Die zentrale Einsicht für deutsche Zuschauer: Auch wenn Australien weniger zentral im Kontinentalgefüge liegt, steht es denselben Herausforderungen in der Migrationsfrage gegenüber wie Europa. Es ist eben nicht nur ein touristisches Reiseziel mit Great Barrier Reef und Sydney Opera House, sondern dank Ozonloch und Nähe zu den pazifischen Inselstaaten ein Hot Spot des Klimawandels und ein Zielland u.a. für Klimaflüchtlinge.
Das Land hat mit kriminellen Jugendbanden in Alice Springs und zu kämpfen und mit hohen Selbstmordraten, Arbeitslosigkeit, häuslicher Gewalt und Alkoholismus in der Aborigine-Gemeinschaft. Und dann auch noch mit Rassismus in der eingewanderten Bevölkerung gegenüber den Ureinwohner*innen. Nicht alle Themen kommen in der Netflix-Serie „Stateless“ vor, aber genug davon, dass klar wird, wie Komplex die Wirklichkeit und die gesellschaftlichen Probleme auch in Australien sind.
Hilf- und kopflos, unmenschlich und undifferenziert
Doch nicht nur die Hilf- und Kopflosigkeit der Politik und Institutionen im Umgang mit dem Zustrom von Geflüchteten wird in der Netflix-Serie „Stateless“ aufgearbeitet. Auch Mitläufertum, Machtmissbrauch, Sekten und toxische Familienstrukturen in gut situierten Bevölkerungsschichten sind Themen, die angeschnitten werden. Leider wird bei der Vielzahl der Erzählstränge mancher nicht zu Ende gedacht.

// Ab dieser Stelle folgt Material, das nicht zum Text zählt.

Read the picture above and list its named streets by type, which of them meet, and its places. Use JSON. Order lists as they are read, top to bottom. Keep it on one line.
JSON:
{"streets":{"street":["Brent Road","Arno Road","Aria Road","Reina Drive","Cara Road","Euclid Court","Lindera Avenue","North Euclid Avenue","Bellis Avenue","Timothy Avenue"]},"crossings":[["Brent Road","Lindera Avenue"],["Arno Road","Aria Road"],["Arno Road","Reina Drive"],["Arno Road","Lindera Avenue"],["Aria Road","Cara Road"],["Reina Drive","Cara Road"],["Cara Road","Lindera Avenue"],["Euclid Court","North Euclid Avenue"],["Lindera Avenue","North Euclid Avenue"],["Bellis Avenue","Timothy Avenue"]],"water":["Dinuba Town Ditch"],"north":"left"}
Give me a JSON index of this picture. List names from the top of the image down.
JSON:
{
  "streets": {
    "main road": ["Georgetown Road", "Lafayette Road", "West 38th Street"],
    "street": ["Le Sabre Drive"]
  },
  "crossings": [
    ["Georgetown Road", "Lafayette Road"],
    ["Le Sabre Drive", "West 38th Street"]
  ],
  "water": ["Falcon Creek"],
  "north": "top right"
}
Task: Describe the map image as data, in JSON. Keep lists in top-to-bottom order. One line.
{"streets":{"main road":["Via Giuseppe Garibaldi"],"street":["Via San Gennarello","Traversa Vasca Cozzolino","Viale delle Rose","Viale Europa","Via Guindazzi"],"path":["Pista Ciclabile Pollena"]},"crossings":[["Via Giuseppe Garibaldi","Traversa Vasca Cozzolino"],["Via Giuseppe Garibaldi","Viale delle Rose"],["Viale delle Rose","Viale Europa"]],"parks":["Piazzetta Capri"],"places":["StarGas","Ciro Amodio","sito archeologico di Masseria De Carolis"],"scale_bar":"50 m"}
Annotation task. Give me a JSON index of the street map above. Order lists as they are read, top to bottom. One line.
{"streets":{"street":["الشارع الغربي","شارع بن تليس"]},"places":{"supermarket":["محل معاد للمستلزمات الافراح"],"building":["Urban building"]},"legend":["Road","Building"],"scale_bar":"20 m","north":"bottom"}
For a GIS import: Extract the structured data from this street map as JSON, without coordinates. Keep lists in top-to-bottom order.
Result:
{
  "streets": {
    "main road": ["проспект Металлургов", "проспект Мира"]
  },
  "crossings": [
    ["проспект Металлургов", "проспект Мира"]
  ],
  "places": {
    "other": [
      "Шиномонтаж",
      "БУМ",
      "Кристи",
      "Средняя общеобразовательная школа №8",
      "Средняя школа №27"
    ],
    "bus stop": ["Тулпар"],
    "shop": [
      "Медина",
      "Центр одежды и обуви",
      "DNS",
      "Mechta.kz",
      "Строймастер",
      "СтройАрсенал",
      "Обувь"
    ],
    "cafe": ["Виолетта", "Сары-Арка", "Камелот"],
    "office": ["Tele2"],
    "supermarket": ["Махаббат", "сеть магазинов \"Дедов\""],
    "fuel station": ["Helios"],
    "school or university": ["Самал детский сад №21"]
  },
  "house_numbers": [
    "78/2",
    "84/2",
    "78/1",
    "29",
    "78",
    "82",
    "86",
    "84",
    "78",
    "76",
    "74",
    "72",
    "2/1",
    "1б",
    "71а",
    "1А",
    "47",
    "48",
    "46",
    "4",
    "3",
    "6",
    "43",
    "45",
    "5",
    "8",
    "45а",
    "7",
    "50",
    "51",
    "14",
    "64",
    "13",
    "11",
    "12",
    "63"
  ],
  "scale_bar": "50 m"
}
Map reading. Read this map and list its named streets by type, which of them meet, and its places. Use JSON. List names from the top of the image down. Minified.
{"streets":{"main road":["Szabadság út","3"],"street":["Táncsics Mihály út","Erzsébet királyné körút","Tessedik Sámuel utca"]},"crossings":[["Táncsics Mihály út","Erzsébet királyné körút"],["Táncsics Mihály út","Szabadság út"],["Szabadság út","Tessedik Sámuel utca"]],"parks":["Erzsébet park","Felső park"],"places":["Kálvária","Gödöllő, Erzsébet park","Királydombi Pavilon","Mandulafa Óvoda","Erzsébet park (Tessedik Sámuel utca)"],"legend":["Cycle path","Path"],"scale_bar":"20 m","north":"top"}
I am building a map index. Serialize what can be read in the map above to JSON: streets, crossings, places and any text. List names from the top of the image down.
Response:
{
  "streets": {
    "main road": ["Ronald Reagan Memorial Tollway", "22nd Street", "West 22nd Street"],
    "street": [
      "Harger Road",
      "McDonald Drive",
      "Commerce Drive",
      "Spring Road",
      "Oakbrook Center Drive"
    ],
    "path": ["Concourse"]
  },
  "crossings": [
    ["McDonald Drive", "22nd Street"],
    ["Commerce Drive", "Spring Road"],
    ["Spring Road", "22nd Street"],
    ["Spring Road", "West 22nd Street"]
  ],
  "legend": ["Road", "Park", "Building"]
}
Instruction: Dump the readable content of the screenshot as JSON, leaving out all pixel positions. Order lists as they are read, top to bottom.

So ist es z.B. einerseits sehr glaubwürdig, dass die Lageraufseherin vom Volk der Aborigine, nun, da sie erstmals in ihrem Leben Macht gegenüber anderen Menschen erhält, damit nicht umzugehen weiß. Andererseits wird versäumt zu erzählen, warum sie so unmenschlich gegenüber den Gefangenen agiert (weil sie zuvor sicher selbst diskriminiert und von mächtigeren Menschen gedemütigt wurde). Einer der wenigen ärgerlichen Aspekte in dieser ansonsten sehr guten Serie, dass dadurch ein undifferenziertes, negatives Bild der First Nations gefestigt wird.
Der Handlungsstrang rund um die Sekte basiert auf einer wahren Begebenheit – den Erlebnissen einer Deutschen namens Cornelia Rau. Interessant, dass ausgerechnet und ausschließlich die Nebenrollen des Sektenguru-Paares in dieser Serie mit international bekannten Darstellern besetzt sind. Dominic West überzeugt hier nicht ganz so sehr wie als Fremdgeher in „The Affair“* und Cate Blanchett an seiner Seite erinnert an Nicole Kidman in „Nine Perfect Strangers“*.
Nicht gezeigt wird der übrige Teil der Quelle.